PM – Como atuo em consultório de medicina preventiva e nutrição oncológica, recebo muitas populações africanas em Lisboa, incluso as de Cabo Verde. Neste momento, infelizmente as estatísticas de câncer de intestino e de estômago não são animadoras. Por isso a minha persistência numa prevenção focada nos hábitos da cultura alimentar de cada população. O estudo dos hábitos alimentares do passado é a chave do equilíbrio de cada povo. Por exemplo, imaginar um nativo lá dos recônditos das ilhas a comer fast food ou sushi é atroz porque a sua estrutura genética não tem enzimas digestivas para assimilar este tipo de alimentos e por isso irá adoecer muito depressa.
MI – Diríamos que a prevenção é fundamental e crucial para uma vida saudável e do bem-estar, concorda?

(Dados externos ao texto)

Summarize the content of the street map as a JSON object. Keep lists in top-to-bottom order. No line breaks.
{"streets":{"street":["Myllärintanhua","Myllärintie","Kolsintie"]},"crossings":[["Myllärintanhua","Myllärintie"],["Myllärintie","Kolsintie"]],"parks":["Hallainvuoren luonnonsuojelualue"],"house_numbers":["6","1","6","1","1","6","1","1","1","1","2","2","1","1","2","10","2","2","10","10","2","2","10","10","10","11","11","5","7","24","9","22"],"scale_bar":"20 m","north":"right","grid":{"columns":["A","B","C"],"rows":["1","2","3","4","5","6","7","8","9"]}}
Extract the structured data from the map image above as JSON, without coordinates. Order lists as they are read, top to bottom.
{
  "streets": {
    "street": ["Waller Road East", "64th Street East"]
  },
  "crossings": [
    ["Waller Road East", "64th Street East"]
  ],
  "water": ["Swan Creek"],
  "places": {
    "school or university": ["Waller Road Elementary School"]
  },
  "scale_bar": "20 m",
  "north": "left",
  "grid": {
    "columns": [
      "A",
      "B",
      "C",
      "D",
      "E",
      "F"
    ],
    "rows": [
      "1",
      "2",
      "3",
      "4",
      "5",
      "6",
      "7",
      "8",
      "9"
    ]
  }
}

PM – O alimento é sempre o nosso melhor medicamento. Somos o que comemos, como comemos e quando comemos, razão pela qual existe um estudo sobre o relógio biológico e o nosso ciclo circadiano. A maravilhosa máquina humana é gerida pelo ciclo circadiano de 24 horas e nesse tempo tem fases de atuação que influenciam as funções do nosso metabolismo, criando vida e saúde. Se este relógio começar a atrasar começa a desenvolver doenças. Esta é a maneira mais sintética para explicar como somos tão simples e tão complexos em simultâneo.
Paula Gabriel Mouta exerce a função de Diretora da Unidade de Saúde Preventiva e Epigenética do Hospital de St Louis de Lisboa e do Observatório da Saúde dos Povos. É Presidente da Associação Europeia de Saúde Educativa e Preventiva em Epigenética (AESEP) a qual é Membro do Grupo de Intervenção do Parlamento Europeu sobre os Direitos dos Doentes e Cuidados de Saúde Transfronteiriço.
É autora de dois livros “Crónicas de Bem Viver” e “Chocolate Com Poesia”- que a mesma define como História de Paixões que sintetiza anos de conhecimento e prática na área da naturopatia, epigenética, saúde preventiva e do estudo da saúde dos povos migrantes.